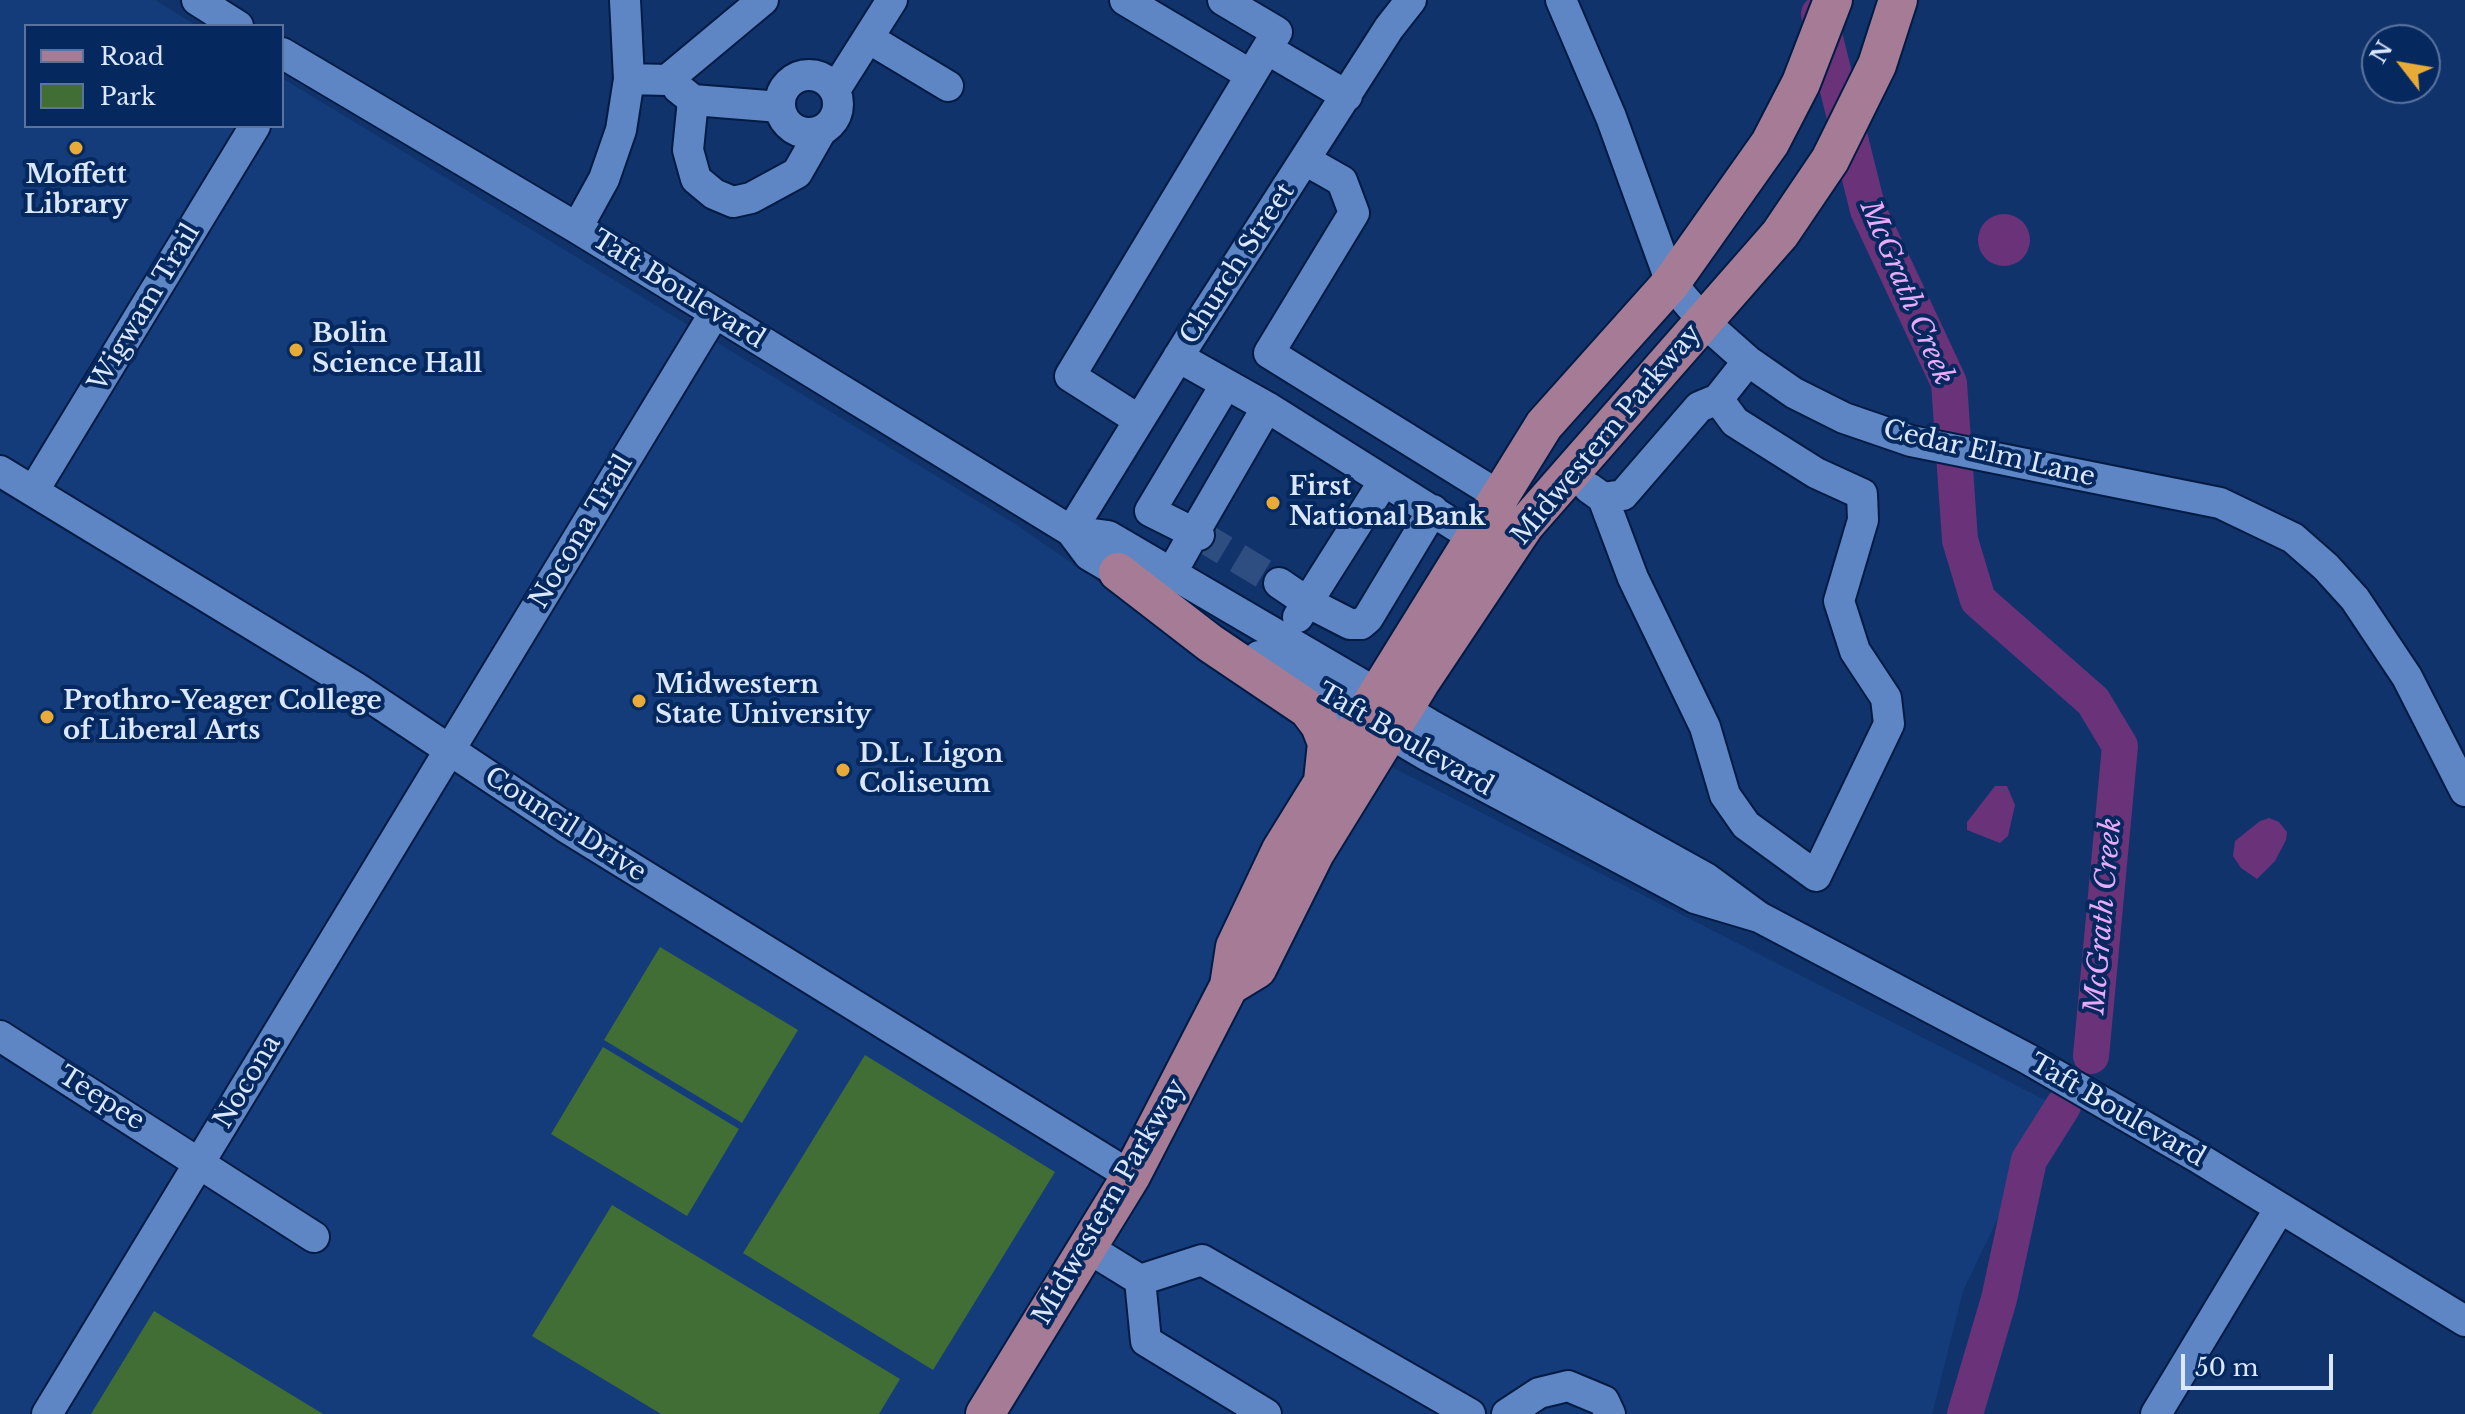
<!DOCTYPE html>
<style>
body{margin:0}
#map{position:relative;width:2465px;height:1414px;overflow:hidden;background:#10336b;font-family:"Libre Baskerville",serif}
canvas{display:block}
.legend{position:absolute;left:24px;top:24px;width:260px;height:104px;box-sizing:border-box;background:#05285f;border:2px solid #5a749e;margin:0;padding:10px 14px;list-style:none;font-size:24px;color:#dae7fc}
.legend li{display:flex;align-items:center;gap:16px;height:40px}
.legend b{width:40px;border:2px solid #5a749e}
.north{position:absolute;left:2361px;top:24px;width:80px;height:80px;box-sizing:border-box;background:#05285f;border:2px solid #5a749e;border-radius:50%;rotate:301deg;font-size:22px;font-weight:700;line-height:32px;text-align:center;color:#dae7fc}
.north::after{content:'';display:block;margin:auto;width:28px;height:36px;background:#e8ab37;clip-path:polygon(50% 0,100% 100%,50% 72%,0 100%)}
.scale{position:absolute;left:2181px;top:1354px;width:152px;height:36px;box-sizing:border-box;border:4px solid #dae7fc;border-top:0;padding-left:10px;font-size:24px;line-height:28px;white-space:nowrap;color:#dae7fc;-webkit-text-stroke:6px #05285f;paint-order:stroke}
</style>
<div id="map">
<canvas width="2465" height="1414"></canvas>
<ul class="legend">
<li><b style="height:10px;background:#a57b95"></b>Road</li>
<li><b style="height:22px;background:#406e34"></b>Park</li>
</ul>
<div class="north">N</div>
<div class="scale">50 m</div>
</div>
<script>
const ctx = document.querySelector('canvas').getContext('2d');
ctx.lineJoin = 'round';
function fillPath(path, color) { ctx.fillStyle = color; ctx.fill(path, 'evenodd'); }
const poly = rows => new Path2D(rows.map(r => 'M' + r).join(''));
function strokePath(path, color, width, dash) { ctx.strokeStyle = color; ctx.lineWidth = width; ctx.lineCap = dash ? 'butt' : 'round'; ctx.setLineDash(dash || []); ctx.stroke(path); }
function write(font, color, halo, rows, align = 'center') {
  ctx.font = font + ' "Libre Baskerville",serif'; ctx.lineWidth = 8; ctx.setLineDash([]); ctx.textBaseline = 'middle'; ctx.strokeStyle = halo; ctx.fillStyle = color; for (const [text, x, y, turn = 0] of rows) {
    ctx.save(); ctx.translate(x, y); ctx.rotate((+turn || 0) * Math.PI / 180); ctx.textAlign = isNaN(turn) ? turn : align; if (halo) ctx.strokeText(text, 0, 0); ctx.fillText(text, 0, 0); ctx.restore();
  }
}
fillPath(poly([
 [0,0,155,0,197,26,26,26,26,126,282,126,282,78,1012,522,1176,635,1386,764,2051,1103,2013,1170,2000,1214,1963,1291,1932,1414,0,1414]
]), '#143c7a');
fillPath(poly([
 [660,947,798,1030,742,1123,604,1040],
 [603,1047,739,1129,687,1216,551,1134],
 [865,1055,1055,1172,933,1370,743,1253],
 [612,1205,900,1379,879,1414,661,1414,532,1336],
 [154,1311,323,1414,91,1414]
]), '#406e34');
fillPath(poly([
 '1978 240a26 26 0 1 1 52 0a26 26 0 1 1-52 0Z',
 [1995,786,2007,786,2015,805,2008,836,2000,843,1967,830,1967,822],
 [2269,818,2279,822,2287,832,2286,840,2275,861,2257,879,2241,868,2233,856,2235,841,2260,821]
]), '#6a3278');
strokePath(poly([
 [1819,14,1868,210,1949,383,1960,540,1978,600,2093,701,2120,746,2091,1056],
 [1965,1414,1999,1299,2029,1160,2063,1106]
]), '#6a3278', 36);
strokePath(poly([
 [1199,535,1279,583]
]), '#2e4e81', 30, [30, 15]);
const minor = poly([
 [197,0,238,26],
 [1125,0,1251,75],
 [1561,0,1611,117,1671,283,1704,322,1748,361,1794,393,1844,418,1911,441,2220,503,2293,538,2326,567,2355,599,2407,677,2465,791],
 [868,38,948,86],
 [1267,49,1347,96],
 [282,53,577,228,1071,531,1089,555,1135,582],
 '780 104a29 29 0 1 1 58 0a29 29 0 1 1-58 0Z',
 [629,79,667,80,763,0],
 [678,88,693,100,780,107],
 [835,90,892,0],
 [693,100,688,150,696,179,714,194,733,202,751,198,797,173,821,131],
 [1305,160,1342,181,1354,213,1269,353,1501,497],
 [577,228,604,179,621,130,629,79,625,0],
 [1178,357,1267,407,1475,538],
 [1139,420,1070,376,1277,32,1223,0],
 [0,471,355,687,567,828,1131,1176],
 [1589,488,1603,498,1623,495,1699,407,1718,399],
 [34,490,255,126],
 [1603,498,1633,578,1705,727,1725,795,1746,825,1816,876,1889,724,1886,698,1855,651,1839,601,1863,520,1862,494,1816,473,1735,422,1718,399,1748,361],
 [1071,531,1108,536,1429,724,1706,878,1759,917,2028,1059,2197,1157,2465,1321],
 [1071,531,1190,338,1389,28,1411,0],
 [1199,535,1194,533,1267,407],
 [1172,572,1194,533,1150,511,1226,384],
 [1279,583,1307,602,1350,624,1361,624,1368,618,1433,510],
 [1298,617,1384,481],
 [1259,656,1428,756,1695,898,1759,917],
 [0,1036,314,1237],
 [1088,1248,1140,1280,1146,1341,1266,1414],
 [1140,1280,1202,1260,1470,1414],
 [47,1414,714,314],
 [1507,1414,1539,1393,1568,1386,1604,1401,1610,1414],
 [2156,1414,2280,1208]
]);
const major = poly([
 [1118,572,1210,643,1308,709,1320,725,1327,743,1323,781],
 [1229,986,1257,969,1315,853,1421,681,1525,525,1780,234,1830,160,1877,65,1898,0],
 [985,1414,1131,1176,1229,986,1235,947,1281,850,1544,425,1671,283,1770,143,1801,83,1833,0]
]);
strokePath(minor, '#021b44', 34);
strokePath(major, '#021b44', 42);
strokePath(minor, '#5e86c4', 30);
strokePath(major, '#a57b95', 38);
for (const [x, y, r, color] of [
 [76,148,8,"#e8ab37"],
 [296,350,8,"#e8ab37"],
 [1273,503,8,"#e8ab37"],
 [639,701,8,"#e8ab37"],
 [47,717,8,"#e8ab37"],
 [843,770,8,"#e8ab37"]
]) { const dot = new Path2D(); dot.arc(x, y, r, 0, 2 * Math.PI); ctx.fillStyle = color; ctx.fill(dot); strokePath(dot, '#05285f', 3); }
write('bold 26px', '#dae7fc', '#05285f', [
 ["Moffett",76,176,"center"],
 ["Library",76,206,"center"],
 ["Bolin",312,335],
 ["Science Hall",312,365],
 ["First",1289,488],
 ["National Bank",1289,518],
 ["Midwestern",655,686],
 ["State University",655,716],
 ["Prothro-Yeager College",63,702],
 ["of Liberal Arts",63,732],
 ["D.L. Ligon",859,755],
 ["Coliseum",859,785]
], 'left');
write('26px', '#dae7fc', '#05285f', [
 ["Church Street",1238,264,-57],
 ["Taft Boulevard",678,290,32],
 ["Wigwam Trail",145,308,-59],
 ["Midwestern Parkway",1607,435,-50],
 ["Cedar Elm Lane",1989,454,13],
 ["Nocona Trail",582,532,-59],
 ["Taft Boulevard",1405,740,30],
 ["Council Drive",565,825,33],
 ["Nocona",248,1082,-59],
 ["Teepee",101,1099,32],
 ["Taft Boulevard",2117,1111,30],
 ["Midwestern Parkway",1110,1202,-60]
]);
write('italic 28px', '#e9abf9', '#05285f', [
 ["McGrath Creek",1906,293,67],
 ["McGrath Creek",2104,916,-85]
]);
</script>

+--

Assignment -> Your answer must consist of every line from the listing that holds the string "lineWidth".

Answer box ->
function strokePath(path, color, width, dash) { ctx.strokeStyle = color; ctx.lineWidth = width; ctx.lineCap = dash ? 'butt' : 'round'; ctx.setLineDash(dash || []); ctx.stroke(path); }
  ctx.font = font + ' "Libre Baskerville",serif'; ctx.lineWidth = 8; ctx.setLineDash([]); ctx.textBaseline = 'middle'; ctx.strokeStyle = halo; ctx.fillStyle = color; for (const [text, x, y, turn = 0] of rows) {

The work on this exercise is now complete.